Let's start by splitting the data set into 2 nearly equivalent halves.

When splitting the data set, we shouldnt forget to set a copy of it using .copy() to ensure we don't get any unexpected results later on. If we run the code locally in Jupyter Notebook or Jupyter Lab without .copy(), we'll notice what is known as a [SettingWithCopy Warning](https://www.dataquest.io/blog/settingwithcopywarning/). This won't prevent our code from running properly, but it's letting us know that whatever operation we're doing is trying to be set on a copy of a slice from a dataframe. To make sure we don't see this warning, make sure to include .copy() whenever we perform operations on a dataframe.

In [1]:
import numpy as np
import pandas as pd

dc_listings = pd.read_csv("dc_airbnb.csv")

In [2]:
dc_listings["price"] = dc_listings["price"].str.replace("$", "").str.replace(",", "").astype(float)

In [3]:
np.random.seed(1)
shuffled_index = np.random.permutation(dc_listings.index)
shuffled_index

array([ 574, 1593, 3091, ..., 1096,  235, 1061], dtype=int64)

In [4]:
dc_listings = dc_listings.reindex(shuffled_index)

In [5]:
dc_listings.shape[0]

3723

In [6]:
split_one = dc_listings.iloc[:1862].copy()
split_two = dc_listings.iloc[1862:].copy()

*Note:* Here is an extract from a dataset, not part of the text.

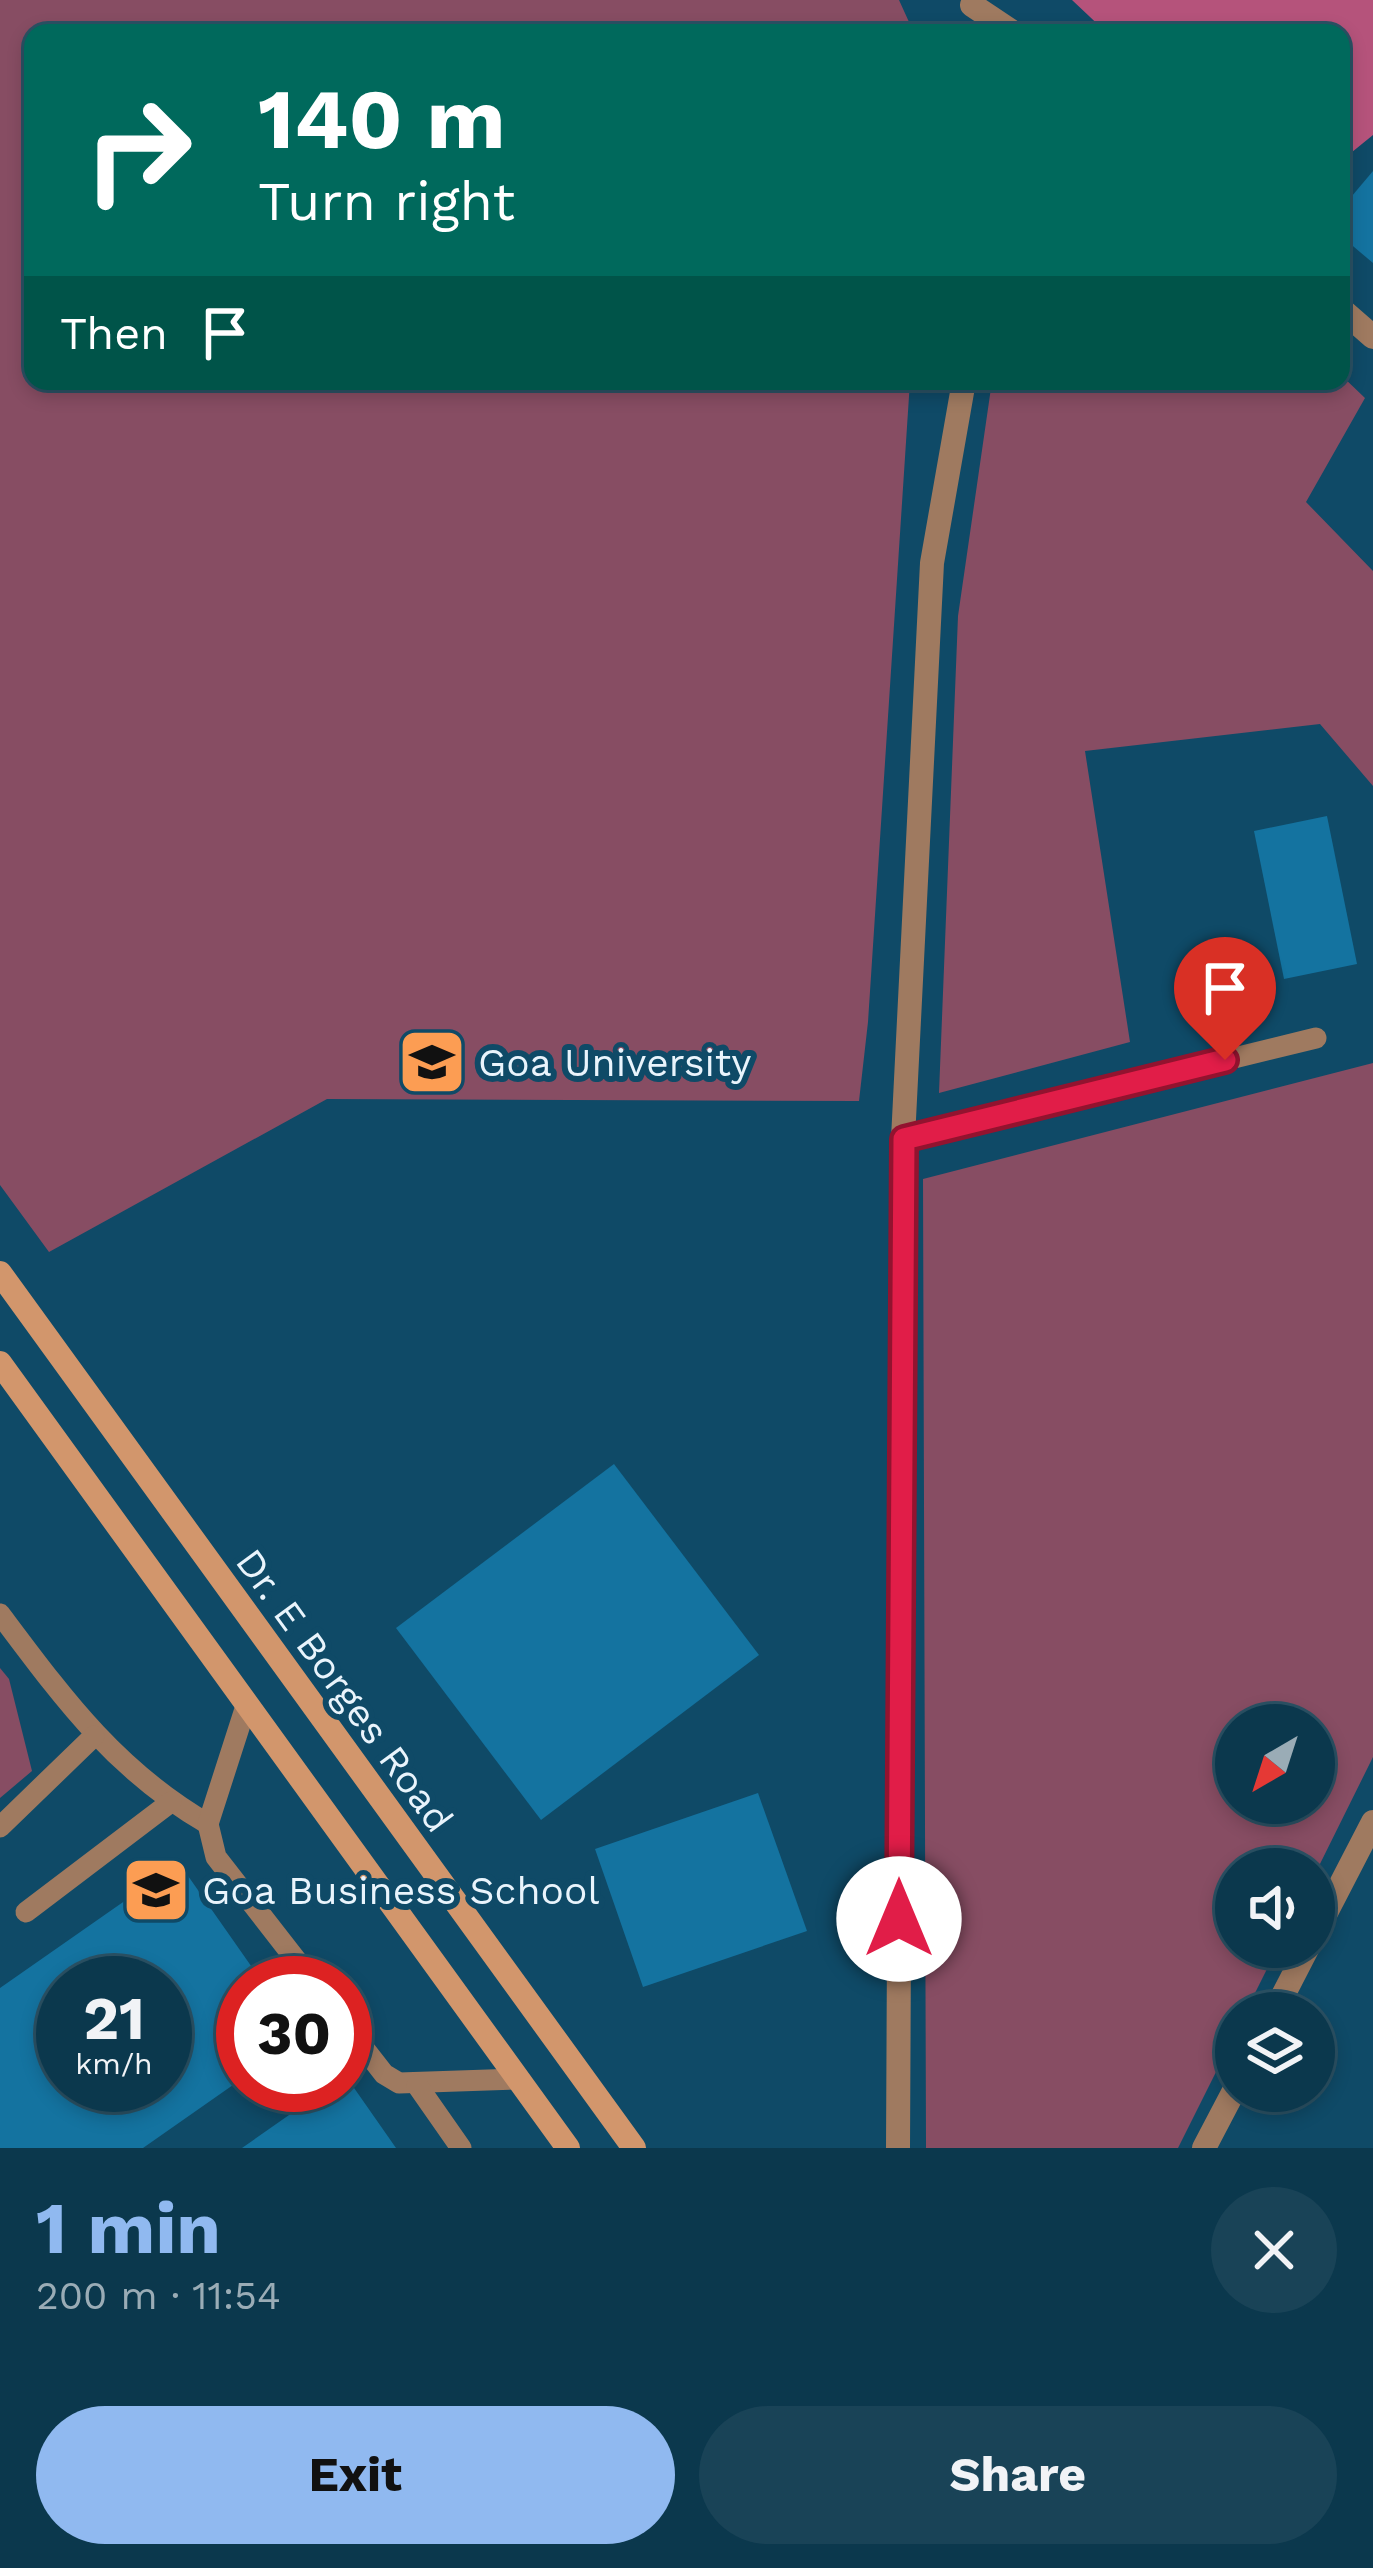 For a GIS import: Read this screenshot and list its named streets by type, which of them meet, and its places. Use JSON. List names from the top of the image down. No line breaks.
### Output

Now that we've split our data set into 2 dataframes, let's:

* train a k-nearest neighbors model on the first half,
* test this model on the second half,
* train a k-nearest neighbors model on the second half,
* test this model on the first half.

In [7]:
from sklearn.neighbors import KNeighborsRegressor
from sklearn.metrics import mean_squared_error

# k-nearest neighbors model using the default algorithm (auto) and the default number of neighbors (5)

# First half
feature = ["accommodates"]
model = KNeighborsRegressor()
model.fit(split_one[feature], split_one["price"])
prediction = model.predict(split_two[feature])
mse1 = mean_squared_error(split_two["price"],prediction)
rmse1 = np.sqrt(mse1)
rmse1

131.70294747240013

In [8]:
# Second half

feature = ["accommodates"]
model = KNeighborsRegressor()
model.fit(split_two[feature], split_two["price"])
prediction = model.predict(split_one[feature])
mse2 = mean_squared_error(split_one["price"],prediction)
rmse2 = np.sqrt(mse2)
rmse2

126.22214718656423

In [9]:
# average of the 2 RMSE values

avg_rmse = np.mean([rmse1, rmse2])
avg_rmse

128.96254732948216

If we average the two RMSE values, we get an RMSE value of approximately **128.96**. Holdout validation is actually a specific example of a larger class of validation techniques called **k-fold cross-validation**.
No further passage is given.